Abstract
The stability of a suspension created through Electro Phoretic Deposition (EPD) relies on Zeta Potential (ZP), ensuring consistent surface charge for a uniform coating on implant materials like stainless steel. An experimental study using the Taguchi method determined the optimal Zeta Potential value for the EPD suspension consisting of Nano Chitason/SrCl2/MgO. The analysis revealed that SrCl2 has the most significant impact on the suspension’s ZP. Coating the stainless steel surface with specific concentrations of Chitosan, SrCl2, and MgO/hydroxyapatite was achieved through electrophoretic deposition (EPD), optimizing adhesion force and coating thickness using applied voltage, time, and temperature. The results demonstrated the effectiveness of the analysis in determining the optimum ZP value for various solutions prepared from different biomaterial particles.
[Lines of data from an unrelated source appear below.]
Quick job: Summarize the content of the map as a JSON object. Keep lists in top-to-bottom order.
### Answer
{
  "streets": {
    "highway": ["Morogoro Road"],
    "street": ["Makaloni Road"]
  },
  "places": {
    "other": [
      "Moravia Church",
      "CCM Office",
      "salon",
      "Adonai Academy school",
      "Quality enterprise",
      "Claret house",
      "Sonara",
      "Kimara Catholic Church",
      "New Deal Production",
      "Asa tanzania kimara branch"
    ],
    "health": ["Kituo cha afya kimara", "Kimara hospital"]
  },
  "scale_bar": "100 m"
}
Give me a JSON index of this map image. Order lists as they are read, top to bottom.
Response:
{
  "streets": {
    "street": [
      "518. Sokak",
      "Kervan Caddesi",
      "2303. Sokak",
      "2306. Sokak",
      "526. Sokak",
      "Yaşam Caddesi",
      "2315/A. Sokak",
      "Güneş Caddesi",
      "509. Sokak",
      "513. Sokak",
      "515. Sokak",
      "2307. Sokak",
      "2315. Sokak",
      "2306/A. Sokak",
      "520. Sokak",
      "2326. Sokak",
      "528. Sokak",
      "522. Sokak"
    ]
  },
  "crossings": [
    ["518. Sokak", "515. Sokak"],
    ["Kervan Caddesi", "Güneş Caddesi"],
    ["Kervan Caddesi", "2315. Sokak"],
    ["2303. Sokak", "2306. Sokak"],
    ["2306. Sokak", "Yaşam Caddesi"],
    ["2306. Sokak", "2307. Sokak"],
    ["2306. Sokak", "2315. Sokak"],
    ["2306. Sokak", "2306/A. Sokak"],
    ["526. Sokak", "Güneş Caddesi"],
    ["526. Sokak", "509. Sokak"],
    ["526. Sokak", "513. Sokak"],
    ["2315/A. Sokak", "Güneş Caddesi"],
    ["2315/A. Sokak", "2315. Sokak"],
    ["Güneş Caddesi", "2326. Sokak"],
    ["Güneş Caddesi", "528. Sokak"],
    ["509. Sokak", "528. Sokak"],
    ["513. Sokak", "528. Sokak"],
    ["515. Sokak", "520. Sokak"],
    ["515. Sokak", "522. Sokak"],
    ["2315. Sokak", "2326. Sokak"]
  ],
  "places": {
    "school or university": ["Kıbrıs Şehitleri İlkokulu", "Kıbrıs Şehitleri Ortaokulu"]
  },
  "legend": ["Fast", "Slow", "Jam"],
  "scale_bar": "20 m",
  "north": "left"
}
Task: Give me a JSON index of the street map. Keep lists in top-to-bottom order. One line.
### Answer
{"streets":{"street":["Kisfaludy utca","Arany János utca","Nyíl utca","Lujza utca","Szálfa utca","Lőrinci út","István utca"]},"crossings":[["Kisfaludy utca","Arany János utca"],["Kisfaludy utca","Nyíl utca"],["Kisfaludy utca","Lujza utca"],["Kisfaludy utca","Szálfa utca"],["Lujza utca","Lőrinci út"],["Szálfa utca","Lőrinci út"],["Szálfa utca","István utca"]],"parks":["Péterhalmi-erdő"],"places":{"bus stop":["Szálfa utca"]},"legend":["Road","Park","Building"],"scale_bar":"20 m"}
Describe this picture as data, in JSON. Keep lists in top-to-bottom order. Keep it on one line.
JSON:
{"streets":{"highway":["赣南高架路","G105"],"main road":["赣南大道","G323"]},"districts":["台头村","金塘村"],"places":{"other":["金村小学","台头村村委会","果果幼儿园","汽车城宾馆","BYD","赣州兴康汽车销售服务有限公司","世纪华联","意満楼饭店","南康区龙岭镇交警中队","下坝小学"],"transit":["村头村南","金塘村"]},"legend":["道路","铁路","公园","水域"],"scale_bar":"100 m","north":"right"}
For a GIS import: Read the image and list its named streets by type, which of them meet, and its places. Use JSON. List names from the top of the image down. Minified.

Using electrophoretic deposition, a chitosan/strontium chloride/magnesium oxide/hydroxyapatite coating was developed on 316L stainless steel. Its corrosion resistance was studied using various techniques and compared to base 316L stainless steel using open-circuit potential, potentiodynamic polarization, and electrochemical impedance spectroscopy. The results indicated that the presence of the coating layer primarily controlled corrosion resistance, as evaluated in simulated body fluid (SBF) and simulated mouth saliva (SMS). The maximum coating efficiencies were 95.5% and 98.5% for SBF and SMS, respectively, at higher coating thickness and adhesion force levels. It was concluded that the chitosan, strontium chloride, magnesium oxide, and hydroxyapatite coating are well-suited for biomedical applications, providing defense against mechanical and chemical attacks.